(Saved data entries)
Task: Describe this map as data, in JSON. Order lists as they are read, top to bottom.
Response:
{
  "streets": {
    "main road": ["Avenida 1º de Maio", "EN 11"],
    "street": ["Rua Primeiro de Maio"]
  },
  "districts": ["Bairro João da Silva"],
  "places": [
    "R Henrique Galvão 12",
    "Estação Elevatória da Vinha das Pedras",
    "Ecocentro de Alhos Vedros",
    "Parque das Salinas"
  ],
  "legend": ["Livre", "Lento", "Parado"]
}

## What you need to do:
Retype each record in full, please.

## Result:
Task: Describe this map as data, in JSON. Order lists as they are read, top to bottom.
Response:
{
  "streets": {
    "main road": ["Avenida 1º de Maio", "EN 11"],
    "street": ["Rua Primeiro de Maio"]
  },
  "districts": ["Bairro João da Silva"],
  "places": [
    "R Henrique Galvão 12",
    "Estação Elevatória da Vinha das Pedras",
    "Ecocentro de Alhos Vedros",
    "Parque das Salinas"
  ],
  "legend": ["Livre", "Lento", "Parado"]
}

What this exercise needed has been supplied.